• _What this task involves_: Reproduce the records word for word, leaving out any pictures they hold.

(Saved data entries)
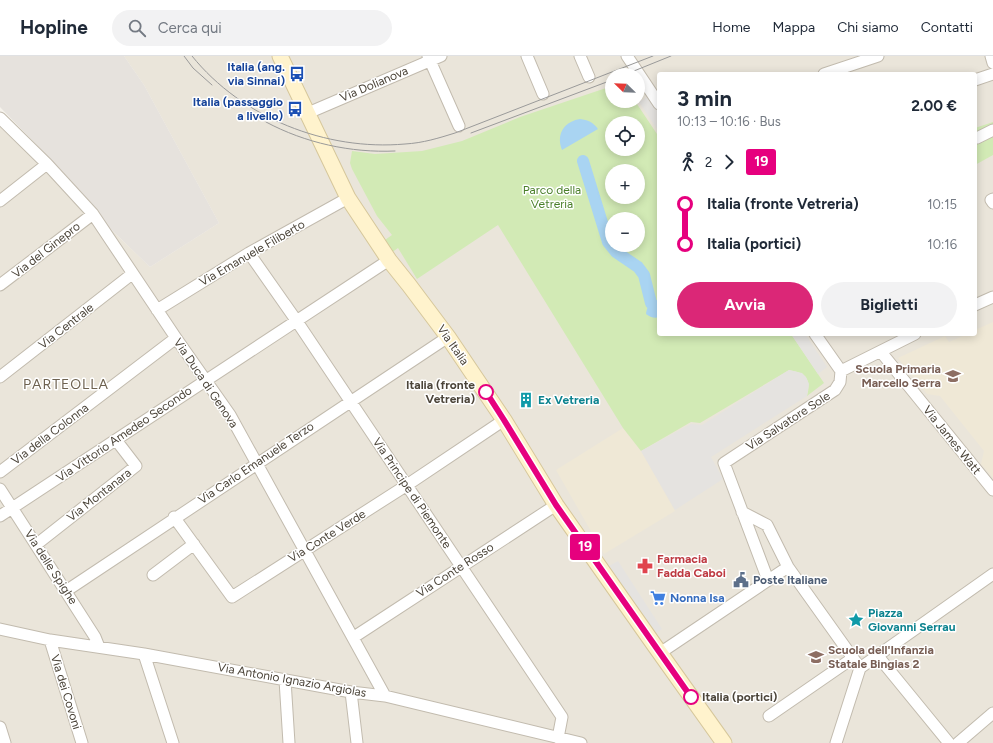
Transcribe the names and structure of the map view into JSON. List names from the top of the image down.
{
  "streets": {
    "street": [
      "Via Dolianova",
      "Via del Ginepro",
      "Via Emanuele Filiberto",
      "Via Centrale",
      "Via Italia",
      "Via Duca di Genova",
      "Via Salvatore Sole",
      "Via della Colonna",
      "Via Vittorio Amedeo Secondo",
      "Via James Watt",
      "Via Carlo Emanuele Terzo",
      "Via Principe di Piemonte",
      "Via Montanara",
      "Via Conte Verde",
      "Via delle Spighe",
      "Via Conte Rosso",
      "Via Antonio Ignazio Argiolas",
      "Via dei Covoni"
    ]
  },
  "crossings": [
    ["Via Dolianova", "Via Italia"],
    ["Via del Ginepro", "Via Duca di Genova"],
    ["Via Emanuele Filiberto", "Via Italia"],
    ["Via Emanuele Filiberto", "Via Duca di Genova"],
    ["Via Emanuele Filiberto", "Via Principe di Piemonte"],
    ["Via Centrale", "Via Duca di Genova"],
    ["Via Italia", "Via Vittorio Amedeo Secondo"],
    ["Via Italia", "Via Carlo Emanuele Terzo"],
    ["Via Italia", "Via Conte Verde"],
    ["Via Italia", "Via Conte Rosso"],
    ["Via Duca di Genova", "Via della Colonna"],
    ["Via Duca di Genova", "Via Vittorio Amedeo Secondo"],
    ["Via Duca di Genova", "Via Carlo Emanuele Terzo"],
    ["Via Duca di Genova", "Via Conte Verde"],
    ["Via Duca di Genova", "Via Conte Rosso"],
    ["Via Duca di Genova", "Via Antonio Ignazio Argiolas"],
    ["Via Vittorio Amedeo Secondo", "Via Principe di Piemonte"],
    ["Via Vittorio Amedeo Secondo", "Via Montanara"],
    ["Via Vittorio Amedeo Secondo", "Via delle Spighe"],
    ["Via Carlo Emanuele Terzo", "Via Principe di Piemonte"],
    ["Via Carlo Emanuele Terzo", "Via Conte Verde"],
    ["Via Carlo Emanuele Terzo", "Via delle Spighe"],
    ["Via Principe di Piemonte", "Via Conte Verde"],
    ["Via Principe di Piemonte", "Via Conte Rosso"],
    ["Via Principe di Piemonte", "Via Antonio Ignazio Argiolas"],
    ["Via Montanara", "Via delle Spighe"],
    ["Via delle Spighe", "Via Antonio Ignazio Argiolas"],
    ["Via Antonio Ignazio Argiolas", "Via dei Covoni"]
  ],
  "districts": ["PARTEOLLA"],
  "parks": ["Parco della Vetreria"],
  "places": {
    "bus stop": ["Italia (ang. via Sinnai)", "Italia (passaggio a livello)"],
    "school or university": ["Scuola Primaria Marcello Serra", "Scuola dell'Infanzia Statale Bingias 2"],
    "other": ["Italia (fronte Vetreria)", "Italia (portici)"],
    "building": ["Ex Vetreria"],
    "pharmacy": ["Farmacia Fadda Caboi"],
    "public building": ["Poste Italiane"],
    "supermarket": ["Nonna Isa"],
    "place": ["Piazza Giovanni Serrau"]
  },
  "lines": ["bus line 19"],
  "north": "top left",
  "page": {
    "header": "Hopline",
    "search": "Cerca qui",
    "nav": [
      "Home",
      "Mappa",
      "Chi siamo",
      "Contatti"
    ],
    "on_map": "19",
    "map_buttons": ["+", "−"],
    "heading": ["3 min", "10:13 – 10:16 · Bus", "2.00 €"],
    "legs": ["2", "19"],
    "list": [
      {
        "name": "Italia (fronte Vetreria)",
        "value": "10:15"
      },
      {
        "name": "Italia (portici)",
        "value": "10:16"
      }
    ],
    "buttons": ["Avvia", "Biglietti"]
  }
}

• _Result below_:
Transcribe the names and structure of the map view into JSON. List names from the top of the image down.
{
  "streets": {
    "street": [
      "Via Dolianova",
      "Via del Ginepro",
      "Via Emanuele Filiberto",
      "Via Centrale",
      "Via Italia",
      "Via Duca di Genova",
      "Via Salvatore Sole",
      "Via della Colonna",
      "Via Vittorio Amedeo Secondo",
      "Via James Watt",
      "Via Carlo Emanuele Terzo",
      "Via Principe di Piemonte",
      "Via Montanara",
      "Via Conte Verde",
      "Via delle Spighe",
      "Via Conte Rosso",
      "Via Antonio Ignazio Argiolas",
      "Via dei Covoni"
    ]
  },
  "crossings": [
    ["Via Dolianova", "Via Italia"],
    ["Via del Ginepro", "Via Duca di Genova"],
    ["Via Emanuele Filiberto", "Via Italia"],
    ["Via Emanuele Filiberto", "Via Duca di Genova"],
    ["Via Emanuele Filiberto", "Via Principe di Piemonte"],
    ["Via Centrale", "Via Duca di Genova"],
    ["Via Italia", "Via Vittorio Amedeo Secondo"],
    ["Via Italia", "Via Carlo Emanuele Terzo"],
    ["Via Italia", "Via Conte Verde"],
    ["Via Italia", "Via Conte Rosso"],
    ["Via Duca di Genova", "Via della Colonna"],
    ["Via Duca di Genova", "Via Vittorio Amedeo Secondo"],
    ["Via Duca di Genova", "Via Carlo Emanuele Terzo"],
    ["Via Duca di Genova", "Via Conte Verde"],
    ["Via Duca di Genova", "Via Conte Rosso"],
    ["Via Duca di Genova", "Via Antonio Ignazio Argiolas"],
    ["Via Vittorio Amedeo Secondo", "Via Principe di Piemonte"],
    ["Via Vittorio Amedeo Secondo", "Via Montanara"],
    ["Via Vittorio Amedeo Secondo", "Via delle Spighe"],
    ["Via Carlo Emanuele Terzo", "Via Principe di Piemonte"],
    ["Via Carlo Emanuele Terzo", "Via Conte Verde"],
    ["Via Carlo Emanuele Terzo", "Via delle Spighe"],
    ["Via Principe di Piemonte", "Via Conte Verde"],
    ["Via Principe di Piemonte", "Via Conte Rosso"],
    ["Via Principe di Piemonte", "Via Antonio Ignazio Argiolas"],
    ["Via Montanara", "Via delle Spighe"],
    ["Via delle Spighe", "Via Antonio Ignazio Argiolas"],
    ["Via Antonio Ignazio Argiolas", "Via dei Covoni"]
  ],
  "districts": ["PARTEOLLA"],
  "parks": ["Parco della Vetreria"],
  "places": {
    "bus stop": ["Italia (ang. via Sinnai)", "Italia (passaggio a livello)"],
    "school or university": ["Scuola Primaria Marcello Serra", "Scuola dell'Infanzia Statale Bingias 2"],
    "other": ["Italia (fronte Vetreria)", "Italia (portici)"],
    "building": ["Ex Vetreria"],
    "pharmacy": ["Farmacia Fadda Caboi"],
    "public building": ["Poste Italiane"],
    "supermarket": ["Nonna Isa"],
    "place": ["Piazza Giovanni Serrau"]
  },
  "lines": ["bus line 19"],
  "north": "top left",
  "page": {
    "header": "Hopline",
    "search": "Cerca qui",
    "nav": [
      "Home",
      "Mappa",
      "Chi siamo",
      "Contatti"
    ],
    "on_map": "19",
    "map_buttons": ["+", "−"],
    "heading": ["3 min", "10:13 – 10:16 · Bus", "2.00 €"],
    "legs": ["2", "19"],
    "list": [
      {
        "name": "Italia (fronte Vetreria)",
        "value": "10:15"
      },
      {
        "name": "Italia (portici)",
        "value": "10:16"
      }
    ],
    "buttons": ["Avvia", "Biglietti"]
  }
}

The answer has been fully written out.